吐けずのたうち回っているオジさんを見るなり、
Dr.「あー、あたってるよ。こりゃひどい」
とおっしゃるものだから、オジさんとしては、この若さで“アタリ”かと意識朦朧と考えたけれど、
Dr.「何食べたの」
家人「冷凍してあった鯖を焼いて食べたらしいです」
Dr.「ひどいね、匂うね。こりゃどうしようもない。胃洗浄しちゃった方がいいね」
“な、なんと。TVで見るには、胃洗浄とは例えば薬物の自殺未遂者がされる事ではないか、鯖でか!”

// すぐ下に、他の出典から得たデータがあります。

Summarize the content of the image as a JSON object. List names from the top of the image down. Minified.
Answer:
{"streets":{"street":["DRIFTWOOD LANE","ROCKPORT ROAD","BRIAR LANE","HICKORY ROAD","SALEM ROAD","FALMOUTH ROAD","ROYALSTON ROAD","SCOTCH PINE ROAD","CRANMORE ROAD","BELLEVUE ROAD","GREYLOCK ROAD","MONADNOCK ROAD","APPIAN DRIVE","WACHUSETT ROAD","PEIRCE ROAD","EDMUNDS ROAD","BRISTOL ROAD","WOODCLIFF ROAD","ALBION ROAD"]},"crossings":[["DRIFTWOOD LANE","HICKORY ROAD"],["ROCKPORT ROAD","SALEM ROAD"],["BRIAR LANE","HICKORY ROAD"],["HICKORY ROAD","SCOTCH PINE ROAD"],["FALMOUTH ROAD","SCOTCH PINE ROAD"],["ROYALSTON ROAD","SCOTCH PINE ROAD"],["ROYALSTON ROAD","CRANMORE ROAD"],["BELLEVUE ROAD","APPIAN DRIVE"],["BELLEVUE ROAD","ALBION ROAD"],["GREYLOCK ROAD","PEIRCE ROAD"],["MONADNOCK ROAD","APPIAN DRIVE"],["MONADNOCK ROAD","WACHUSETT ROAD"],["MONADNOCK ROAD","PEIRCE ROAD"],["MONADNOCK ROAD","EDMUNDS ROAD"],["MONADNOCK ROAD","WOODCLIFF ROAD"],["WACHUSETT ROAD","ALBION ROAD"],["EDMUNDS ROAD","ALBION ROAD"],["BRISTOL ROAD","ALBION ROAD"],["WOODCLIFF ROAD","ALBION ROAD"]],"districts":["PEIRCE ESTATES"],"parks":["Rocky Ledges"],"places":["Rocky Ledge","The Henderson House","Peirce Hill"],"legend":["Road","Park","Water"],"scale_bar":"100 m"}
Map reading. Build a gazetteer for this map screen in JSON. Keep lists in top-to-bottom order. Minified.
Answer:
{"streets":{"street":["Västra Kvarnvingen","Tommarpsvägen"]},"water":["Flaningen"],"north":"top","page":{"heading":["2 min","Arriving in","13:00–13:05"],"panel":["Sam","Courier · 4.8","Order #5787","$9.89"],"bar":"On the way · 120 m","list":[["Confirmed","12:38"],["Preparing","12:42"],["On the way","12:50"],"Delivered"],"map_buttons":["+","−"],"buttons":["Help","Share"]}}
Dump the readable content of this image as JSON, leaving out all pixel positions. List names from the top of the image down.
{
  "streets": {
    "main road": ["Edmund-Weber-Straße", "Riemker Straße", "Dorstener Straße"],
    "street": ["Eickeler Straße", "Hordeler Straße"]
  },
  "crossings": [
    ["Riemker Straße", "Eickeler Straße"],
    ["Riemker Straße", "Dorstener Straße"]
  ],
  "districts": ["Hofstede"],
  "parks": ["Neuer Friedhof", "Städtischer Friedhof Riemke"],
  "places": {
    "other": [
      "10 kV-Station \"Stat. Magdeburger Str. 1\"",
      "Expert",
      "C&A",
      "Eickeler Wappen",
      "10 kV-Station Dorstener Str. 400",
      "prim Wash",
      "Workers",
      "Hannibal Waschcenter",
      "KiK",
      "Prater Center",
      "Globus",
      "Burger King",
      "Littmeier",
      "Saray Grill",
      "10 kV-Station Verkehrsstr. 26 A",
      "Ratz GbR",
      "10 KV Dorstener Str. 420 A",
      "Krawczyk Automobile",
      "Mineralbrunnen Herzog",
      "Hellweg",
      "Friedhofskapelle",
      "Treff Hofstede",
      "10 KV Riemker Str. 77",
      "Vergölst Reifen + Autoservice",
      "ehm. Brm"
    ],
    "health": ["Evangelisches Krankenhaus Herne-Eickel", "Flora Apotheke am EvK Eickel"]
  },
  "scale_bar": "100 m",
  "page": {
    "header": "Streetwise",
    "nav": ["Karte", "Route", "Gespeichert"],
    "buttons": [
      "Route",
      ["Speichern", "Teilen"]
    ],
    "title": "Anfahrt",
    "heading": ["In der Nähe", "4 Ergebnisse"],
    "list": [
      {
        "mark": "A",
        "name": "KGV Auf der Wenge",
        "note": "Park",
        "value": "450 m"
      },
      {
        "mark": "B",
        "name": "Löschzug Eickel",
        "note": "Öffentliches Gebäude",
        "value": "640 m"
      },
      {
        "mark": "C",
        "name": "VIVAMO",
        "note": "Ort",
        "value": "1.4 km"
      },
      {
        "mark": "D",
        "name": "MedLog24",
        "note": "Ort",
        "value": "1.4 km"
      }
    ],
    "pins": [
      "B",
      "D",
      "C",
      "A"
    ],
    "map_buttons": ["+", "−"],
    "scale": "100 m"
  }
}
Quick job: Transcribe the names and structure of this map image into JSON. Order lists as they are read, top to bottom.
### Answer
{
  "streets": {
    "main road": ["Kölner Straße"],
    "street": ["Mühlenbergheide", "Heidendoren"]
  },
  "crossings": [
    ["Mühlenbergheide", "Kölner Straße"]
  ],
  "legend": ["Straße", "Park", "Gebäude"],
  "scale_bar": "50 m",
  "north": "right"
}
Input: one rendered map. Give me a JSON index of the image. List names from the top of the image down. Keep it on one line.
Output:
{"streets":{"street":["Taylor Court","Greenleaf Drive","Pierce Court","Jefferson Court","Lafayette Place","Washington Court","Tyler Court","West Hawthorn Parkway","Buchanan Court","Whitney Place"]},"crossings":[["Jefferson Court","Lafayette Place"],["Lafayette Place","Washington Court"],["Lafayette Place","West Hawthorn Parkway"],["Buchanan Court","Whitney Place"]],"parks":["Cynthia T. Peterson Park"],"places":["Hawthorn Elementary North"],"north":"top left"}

と情なく思う間もなく、鼻からチューブをするすると入れられて、“おりゃおりゃ、こりゃひゃっこい”と忘れもしない感触があって、見る見るシャーレというか処置用の皿に、出てくる出てくる。
んー、ホントだ。こりゃ鯖だ。いかにも悪くなっている鯖の匂いが処置室に充満した。
“さらば友よ、さらば鯖よ”
出るわ出るわ出るわ。
さばさばっと気分。さっぱりしたゼ。
信じられませんが、ケロッと気分改良、めきめきと良くなった。
Dr.「アレルギーあったんじゃないですか」
オジさん「時々ポツポツ出てたけど」
Dr.「こんな事になったんだから、もう止めた方がいいと思いますよ」
こうして、オジさんは、愛する鯖と別れの日を迎えたのでした。
職業柄、好きな嫌いな食べ物とかのアンケートに答えるのですが、鯖は嫌いなわけではなく、食べられなくなったのだと、この機会にご理解下されば幸いです。